Resourcefulness and Resilience: This module involves practical problem-solving skills that teach a student how to work with complex and unstructured data sets. The foundational maths taught in this can be applied to a wide range of different scenarios, giving students new techniques for solving problems.
Sustainability: The data analysis skills learned in MATM063 equip students with the skills to analyse data on resource consumption, emissions, and environmental impact, facilitating the development of sustainable practices. Thus, this module plays a role in creating a more sustainable future.

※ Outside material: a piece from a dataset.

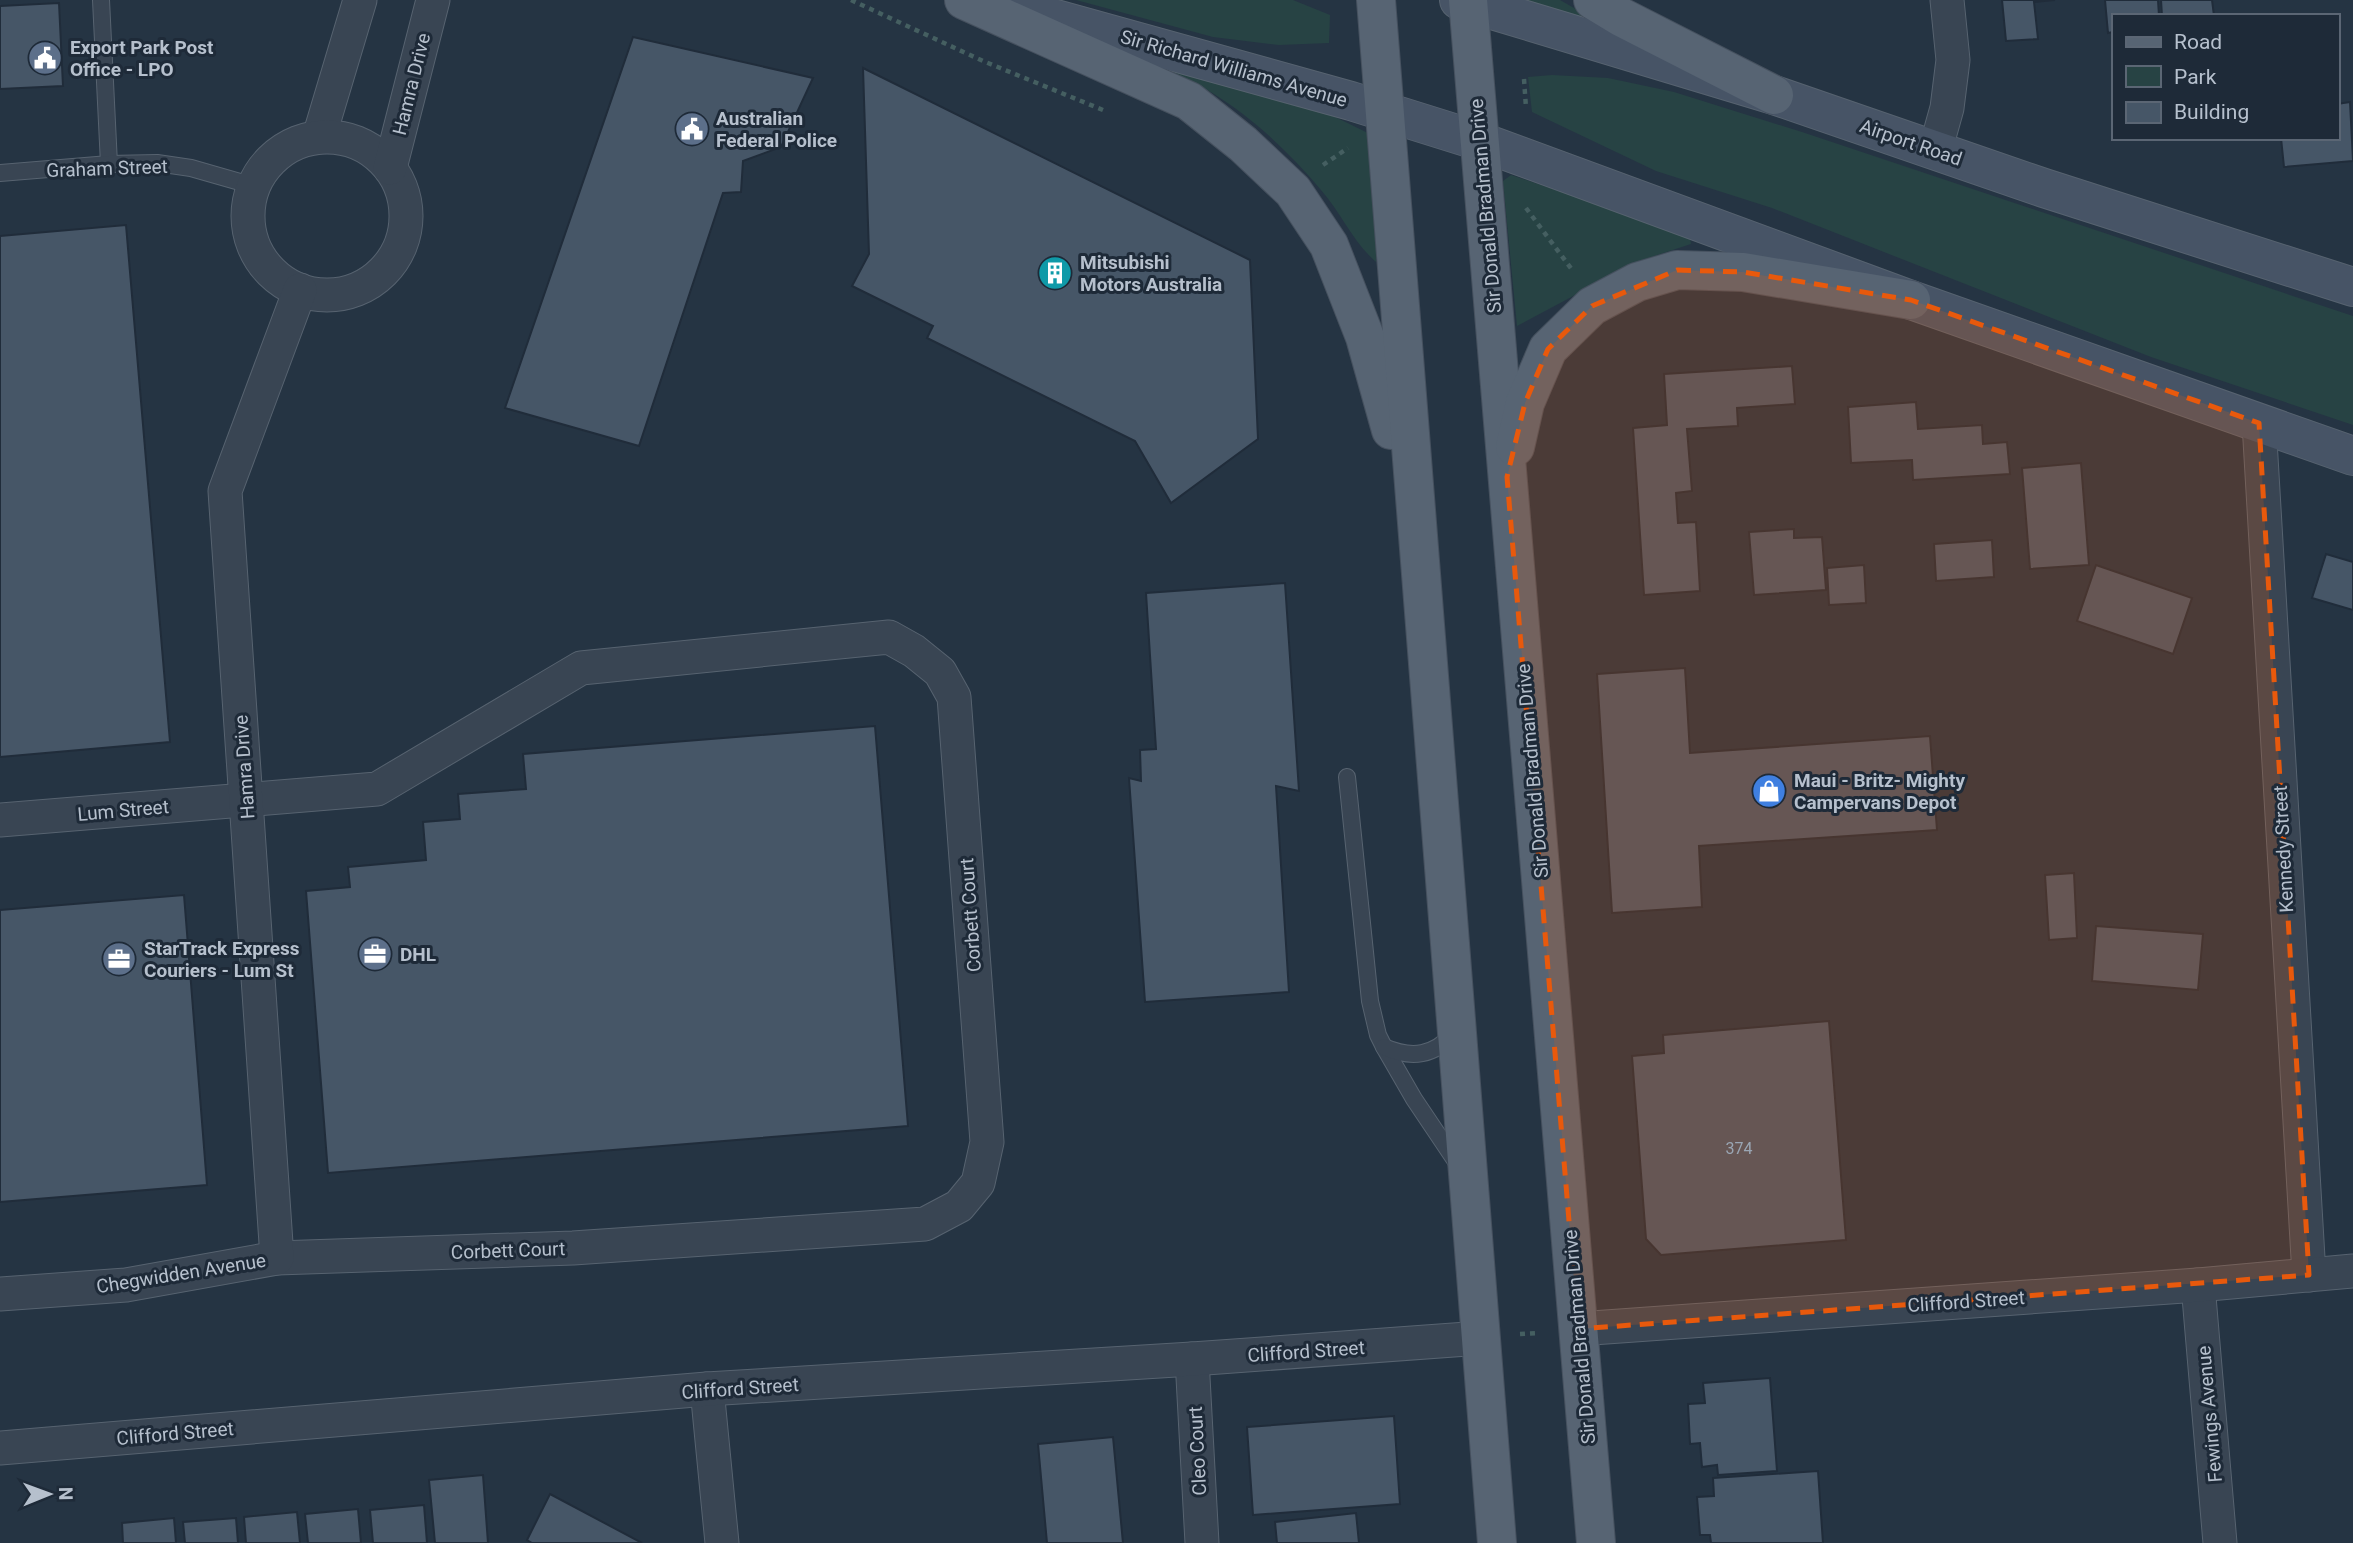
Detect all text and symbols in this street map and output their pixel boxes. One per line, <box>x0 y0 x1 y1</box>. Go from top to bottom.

Programmes this module appears in
Programme | Semester | Classification | Qualifying conditions |
---|---|---|---|
Mathematics with Statistics MMath | 2 | Optional | A weighted aggregate mark of 50% is required to pass the module |
Physics with Nuclear Astrophysics MPhys | 2 | Optional | A weighted aggregate mark of 50% is required to pass the module |
Physics with Astronomy MPhys | 2 | Optional | A weighted aggregate mark of 50% is required to pass the module |
Physics MPhys | 2 | Optional | A weighted aggregate mark of 50% is required to pass the module |
Physics with Quantum Computing MPhys | 2 | Optional | A weighted aggregate mark of 50% is required to pass the module |
Mathematics MMath | 2 | Optional | A weighted aggregate mark of 50% is required to pass the module |
Mathematics and Physics MPhys | 2 | Optional | A weighted aggregate mark of 50% is required to pass the module |
Mathematics and Physics MMath | 2 | Optional | A weighted aggregate mark of 50% is required to pass the module |
Financial Data Science MSc | 2 | Compulsory | A weighted aggregate mark of 50% is required to pass the module |
Mathematics MSc | 2 | Optional | A weighted aggregate mark of 50% is required to pass the module |
Applied Quantum Computing MSc | 2 | Optional | A weighted aggregate mark of 50% is required to pass the module |
Economics (Econometrics and Big Data) MSc | 2 | Optional | A weighted aggregate mark of 50% is required to pass the module |
Please note that the information detailed within this record is accurate at the time of publishing and may be subject to change. This record contains information for the most up to date version of the programme / module for the 2025/6 academic year.